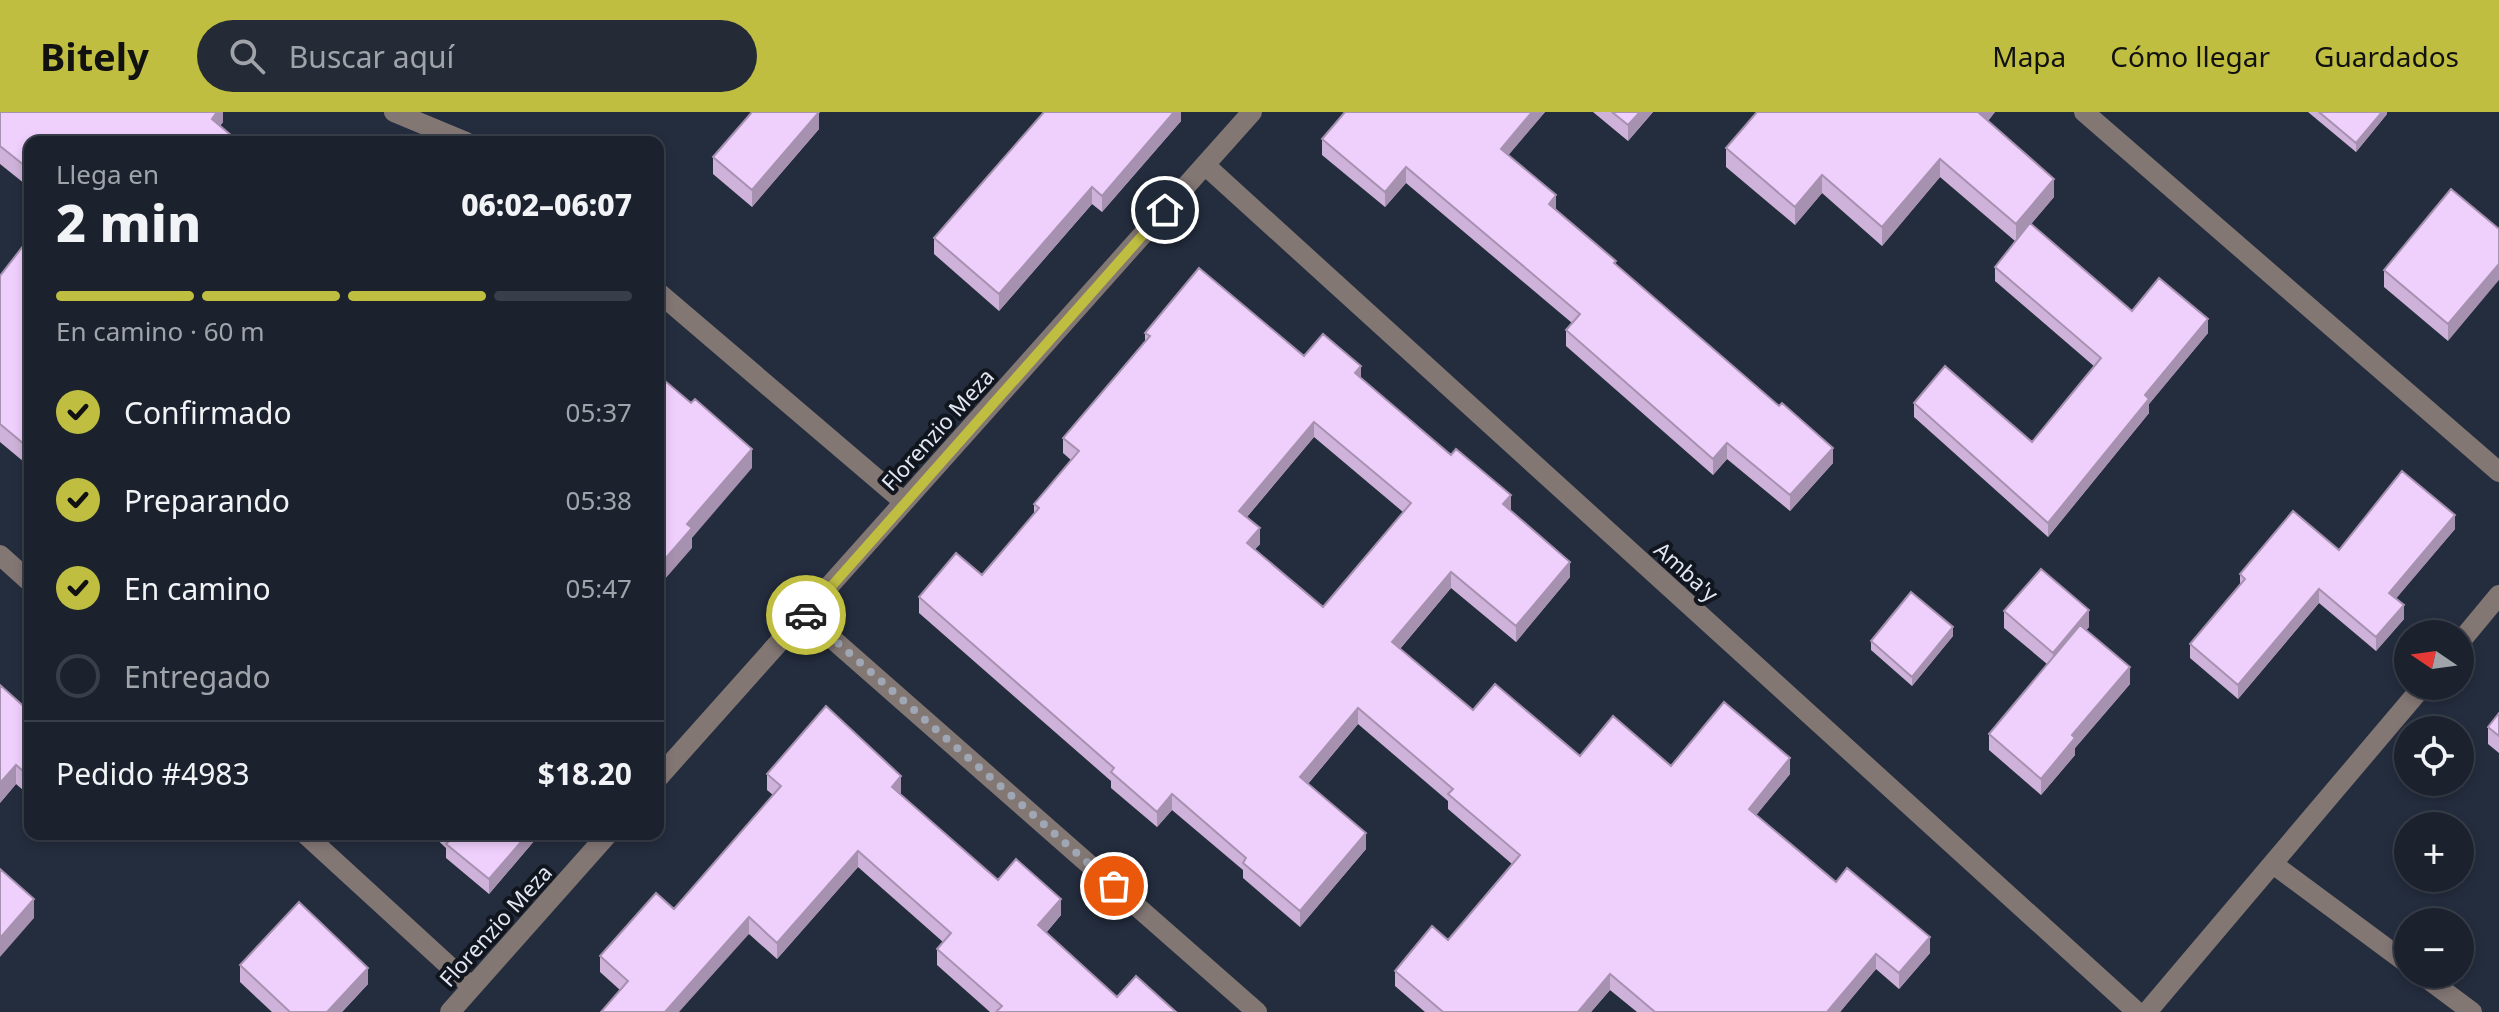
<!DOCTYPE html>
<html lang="es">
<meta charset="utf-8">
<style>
:root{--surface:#1b222e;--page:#242a36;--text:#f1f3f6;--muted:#a0a4aa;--line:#393f4a;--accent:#bfbe41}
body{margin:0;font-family:"Noto Sans",sans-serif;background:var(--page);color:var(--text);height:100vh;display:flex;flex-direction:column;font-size:30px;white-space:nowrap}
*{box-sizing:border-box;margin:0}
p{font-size:26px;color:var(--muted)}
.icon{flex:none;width:44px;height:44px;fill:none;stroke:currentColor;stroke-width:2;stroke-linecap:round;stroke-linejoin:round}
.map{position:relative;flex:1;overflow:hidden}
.side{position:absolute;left:24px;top:24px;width:640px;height:704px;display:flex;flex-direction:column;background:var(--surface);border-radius:16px;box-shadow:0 4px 12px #0003,0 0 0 2px var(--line)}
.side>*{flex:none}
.needle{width:52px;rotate:283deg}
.fabs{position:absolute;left:2394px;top:508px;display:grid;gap:16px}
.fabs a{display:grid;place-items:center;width:80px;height:80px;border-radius:50%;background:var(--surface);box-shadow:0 4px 12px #0003,0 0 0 2px var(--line);font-size:40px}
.pin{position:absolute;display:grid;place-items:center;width:68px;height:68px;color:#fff;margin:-34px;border:4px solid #fff;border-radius:50%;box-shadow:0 2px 8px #0007}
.courier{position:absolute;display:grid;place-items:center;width:80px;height:80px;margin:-40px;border:6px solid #bfbe41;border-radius:50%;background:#fff;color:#222;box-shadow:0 2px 10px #0007}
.overview em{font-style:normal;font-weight:800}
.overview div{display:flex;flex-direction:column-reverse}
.overview{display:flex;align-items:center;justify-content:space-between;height:136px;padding:0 32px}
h1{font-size:52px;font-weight:800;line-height:60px}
.bar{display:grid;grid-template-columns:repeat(4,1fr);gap:12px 8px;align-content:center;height:96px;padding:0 32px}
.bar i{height:10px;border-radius:6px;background:var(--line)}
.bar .on{background:var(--accent)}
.bar p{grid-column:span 4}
.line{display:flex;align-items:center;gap:20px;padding:0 32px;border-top:2px solid var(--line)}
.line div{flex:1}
ol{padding:0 32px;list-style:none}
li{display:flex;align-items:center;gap:24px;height:88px}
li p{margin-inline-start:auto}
li .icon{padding:8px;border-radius:50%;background:var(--accent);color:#111;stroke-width:4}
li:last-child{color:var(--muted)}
li i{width:44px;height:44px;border:4px solid var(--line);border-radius:50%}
header{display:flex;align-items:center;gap:48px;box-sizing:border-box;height:112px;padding:0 40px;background:var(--accent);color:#111}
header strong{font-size:38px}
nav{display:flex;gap:44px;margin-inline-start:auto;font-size:28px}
.search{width:560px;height:72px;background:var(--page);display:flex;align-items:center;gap:20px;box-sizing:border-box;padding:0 28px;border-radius:44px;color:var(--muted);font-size:30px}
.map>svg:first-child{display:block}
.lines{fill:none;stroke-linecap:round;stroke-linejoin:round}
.minor{stroke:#837774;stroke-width:20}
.wall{fill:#ceb2d9;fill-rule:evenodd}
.shaded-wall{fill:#a791b0}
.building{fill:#efcffc;stroke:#a791b0;stroke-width:2;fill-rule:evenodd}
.done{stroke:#9fa6b4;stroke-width:8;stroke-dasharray:0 14.4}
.route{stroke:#bfbe41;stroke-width:10}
.labels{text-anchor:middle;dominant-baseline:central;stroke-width:8;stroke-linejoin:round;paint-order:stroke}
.street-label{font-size:22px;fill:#e1e7f3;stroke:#11151d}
</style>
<header>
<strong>Bitely</strong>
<div class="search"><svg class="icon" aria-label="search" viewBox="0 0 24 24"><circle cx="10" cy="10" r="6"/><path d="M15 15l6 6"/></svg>Buscar aquí</div>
<nav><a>Mapa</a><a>Cómo llegar</a><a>Guardados</a></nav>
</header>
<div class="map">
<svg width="2499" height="900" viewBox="0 0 2499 900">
<rect width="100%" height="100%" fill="#242d3e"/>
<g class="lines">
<path class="minor" d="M394,0l72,30
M2084,0l415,360
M1205,53l932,847
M658,180l246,210
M0,443l30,27
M804,502l453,398
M2460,530l39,-47
M658,666l594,-666
M305,722l167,153
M2273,752l135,100
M2421,862l51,38
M450,900l158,-178
M2147,900l276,-326"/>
</g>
<path class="wall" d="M0,0h223v10l-3,4 -190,16v46l-30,-24z
M1181,0v9l-79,91 -10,-8 -93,107 -65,-57v-16z
M1345,0h200l-37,43 48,54 277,254 -43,48 -63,-52 -14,16 -147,-129v-16l6,-7 -166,-140 -21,24 -63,-52v-16z
M1593,0h60l-25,29z
M1995,0l-7,9 66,76 -23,27 101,87 76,22 -59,71v9l-101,124 -134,-120v-14l118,39 63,-75 -100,-86v-14l20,-26 -75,-64 -58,69 -60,-53 -27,32 -69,-58v-19z
M2308,0h79v2l-31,38z
M819,17l-67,78 -39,-33v-17z
M2451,77l-3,152 -64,-54v-17z
M30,125v230l-30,-25v-166z
M1145,221l159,23 57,22 149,133 60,66 -54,65 -65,-54 -51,61 73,61 107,46 91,10 119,8 -34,41 80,67 94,71 -31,36 -23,-20 -36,43h-203l-27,-22 -19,22h-166l-30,-26v-15l53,-31 64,-76 -64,-55v-8l-90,-77 -50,60 58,65 -66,78 -57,-49v-8l-71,-60 -15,17 -46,-39v-7l-192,-168v-16l63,-22 52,-61v-10l37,-44 -8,-7v-15l82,-97zM1314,325l89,75 -80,95 -68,-58 5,-5 -13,-27z
M2455,417l-59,69 8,21 -28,32 -57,-48 -81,96 -48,-41v-14l50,-59v-11l99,-24z
M2004,499l85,16 -3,3 44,54 -55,64v7l-34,40 -52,-45v-16l58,-70 -43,-36z
M1953,524l-41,50 -41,-36v-9z
M30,600v84l-14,-12 -16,19z
M2499,601v40l-11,-9v-17z
M767,662l134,18 -1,2 98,86 63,35 -15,18 71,64 59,15h-186l-53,-47v-16l6,-7 -85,-75 -81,92 -28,-25 -129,56 -20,-18v-16l74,-47 99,-114 -6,-5z
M431,722h109l-51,60 -43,-36v-10z
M240,853l128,19 -26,28h-70l-32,-30z"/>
<path class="shaded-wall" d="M217,0h6v10l-11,15v-18z
M819,0v17l-67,78v-17z
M1174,0h7v9l-79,91v-16z
M1532,0h13l-44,52v-15z
M1640,0h13l-25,29v-16z
M1980,0h15l-16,19z
M2382,0h5v2l-31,38v-9z
M1940,47v18l-58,69v-19z
M1406,55v16l-21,24v-15z
M1822,63v18l-27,32v-18z
M2054,67v18l-38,45v-18z
M1092,75v17l-93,107v-17z
M1556,83v16l-7,-7z
M2499,152v16l-51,61v-17z
M2208,207v14l-59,71v9l-101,124v-14l97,-128z
M1361,254v16l-6,-9z
M30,255v18l-6,-11z
M1314,310v15l-75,89v-15z
M1727,331v16l-14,16v-16z
M1833,336v15l-43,48v-16z
M752,337v19l-60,70v10l-34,39v-20l29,-43z
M1511,383v16l-8,-7z
M2455,403v14l-66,78v-14z
M1260,416v16l-13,14v-15z
M1570,450v15l-54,65v-16z
M1451,460v16l-59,70v-16z
M2319,477v14l-81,96v-14z
M2404,493v14l-28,32v-14z
M2089,498v17l-36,43v-17z
M1953,515v9l-41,50v-9z
M2130,555v17l-55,64v7l-34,40v-16l31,-44z
M1358,596v16l-58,69v-16z
M1790,646v16l-41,50v-15z
M16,653v19l-16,19v-20z
M901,664v16l-9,11v-16z
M1172,682v16l-15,17v-15z
M1366,721v16l-66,78v-16z
M528,722h12l-51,60v-15z
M858,739v16l-81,92v-16z
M34,787v19l-34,39v-19z
M1061,787v16l-23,27v-17z
M749,805v17l-70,78h-14z
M1930,825v16l-31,36v-16z
M1876,842v15l-36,43h-13z
M368,856v16l-26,28h-15z
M1610,862v16l-19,22h-13z"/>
<path class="building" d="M0,0h217l-5,7 27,23h-209v28l-30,-24z
M752,0h67l-67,78 -39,-33z
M1044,0h130l-72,84 -10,-9 -93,107 -65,-56z
M1345,0h187l-31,37 55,46 -7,9 67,57 -2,2 165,143 3,-3 51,45 -43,47 -63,-52 -14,16 -147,-129 14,-16 -174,-147 -21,25 -63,-53z
M1612,0h28l-12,13z
M1757,0h223l-1,1 75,66 -38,45 -76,-65 -58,68 -60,-52 -27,32 -69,-59z
M2319,0h63l-26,31z
M2451,77l48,40v35l-51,60 -64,-54z
M2030,111l102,88 27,-33 49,41 -63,76 4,4 -101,124 -134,-120 31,-37 87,76 69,-84 -106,-91z
M30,125v130l-6,7 6,5v70l-30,-25v-148z
M1199,156l105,88 19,-22 38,32 -6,7 96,82 5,-6 55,46 -8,9 67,58 -54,64 -65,-54 -59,70 81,68 22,-26 85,72 33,-40 58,50 53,-64 66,56 -41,51 87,73 11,-14 83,69 -31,36 -23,-19 -49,58h-172l-45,-38 -32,38h-135l-48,-41 37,-45 16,14 72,-85 -72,-61 5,-5 -95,-81 -58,69 66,56 -66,78 -57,-48 3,-5 -74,-64 -15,18 -46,-40 3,-4 -195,-171 37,-44 26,22 57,-67 -5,-4 45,-53 -16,-13 87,-102 -5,-3zM1314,310l97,81 -88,104 -76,-64 13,-15 -21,-17z
M658,263l33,28 4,-4 57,50 -65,75 5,4 -34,39z
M2402,359l53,44 -66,78 15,12 -28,32 -57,-48 -81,96 -48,-41 55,-65 -5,-5 53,-63 46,39z
M2041,457l48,41 -36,43 -49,-42z
M1911,480l42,35 -41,50 -41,-36z
M2080,513l50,42 -58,68 3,3 -34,41 -52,-45z
M0,573l30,27v65l-14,-12 -16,18z
M826,594l75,70 -9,11 106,93 18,-21 45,40 -23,26 79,72 19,-21 40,36h-180l6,-6 -65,-57 14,-16 -93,-82 -81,92 -28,-26 -84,95h-64l27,-31 -28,-25 56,-63 18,16 107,-123 -14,-12z
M2499,601v23l-11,-9z
M447,722h81l-39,45 -43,-35 6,-6z
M0,757l34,30 -34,39z
M299,790l69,66 -41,44h-37l-50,-47z"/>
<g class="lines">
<path class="done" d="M806,503l308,271"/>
<path class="route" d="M806,503l359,-405"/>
</g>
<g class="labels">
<g class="street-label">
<text transform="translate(937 317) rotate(-48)">Florenzio Meza</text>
<text transform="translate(1687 459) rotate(42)">Amba'y</text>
<text transform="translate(495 813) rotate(-48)">Florenzio Meza</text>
</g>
</g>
</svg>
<div class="fabs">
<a><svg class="needle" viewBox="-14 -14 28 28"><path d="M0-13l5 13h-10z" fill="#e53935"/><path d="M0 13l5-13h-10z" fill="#a0a4aa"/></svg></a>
<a><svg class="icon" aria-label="locate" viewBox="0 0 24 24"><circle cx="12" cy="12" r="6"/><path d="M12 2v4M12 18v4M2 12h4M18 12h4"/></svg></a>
<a>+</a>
<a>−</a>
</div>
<div class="pin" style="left:1114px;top:774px;background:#ea580c"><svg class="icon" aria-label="bag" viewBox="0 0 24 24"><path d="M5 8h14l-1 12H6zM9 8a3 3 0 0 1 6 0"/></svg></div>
<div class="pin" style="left:1165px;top:98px;background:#1f2937"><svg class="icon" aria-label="home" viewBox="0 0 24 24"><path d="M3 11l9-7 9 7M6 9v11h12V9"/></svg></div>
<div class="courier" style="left:806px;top:503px"><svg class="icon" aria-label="car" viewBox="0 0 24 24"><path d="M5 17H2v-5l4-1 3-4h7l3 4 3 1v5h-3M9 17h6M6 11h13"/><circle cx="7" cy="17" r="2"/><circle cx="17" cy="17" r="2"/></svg></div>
<section class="side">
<div class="overview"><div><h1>2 min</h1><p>Llega en</p></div><em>06:02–06:07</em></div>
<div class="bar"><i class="on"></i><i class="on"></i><i class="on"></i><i></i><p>En camino · 60 m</p></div>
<ol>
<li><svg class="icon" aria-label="check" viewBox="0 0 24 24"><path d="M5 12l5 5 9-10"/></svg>Confirmado<p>05:37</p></li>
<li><svg class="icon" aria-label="check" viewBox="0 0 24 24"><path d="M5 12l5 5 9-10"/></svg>Preparando<p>05:38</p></li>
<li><svg class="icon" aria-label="check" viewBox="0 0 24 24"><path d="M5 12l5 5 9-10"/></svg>En camino<p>05:47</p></li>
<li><i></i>Entregado</li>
</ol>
<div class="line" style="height:104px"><div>Pedido #4983</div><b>$18.20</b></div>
</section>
</div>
———
| What needs to be done |
Line count for the word "fabs": work out how many lines of the data above include it, and reply with that number alone.

| Answer to this task |
3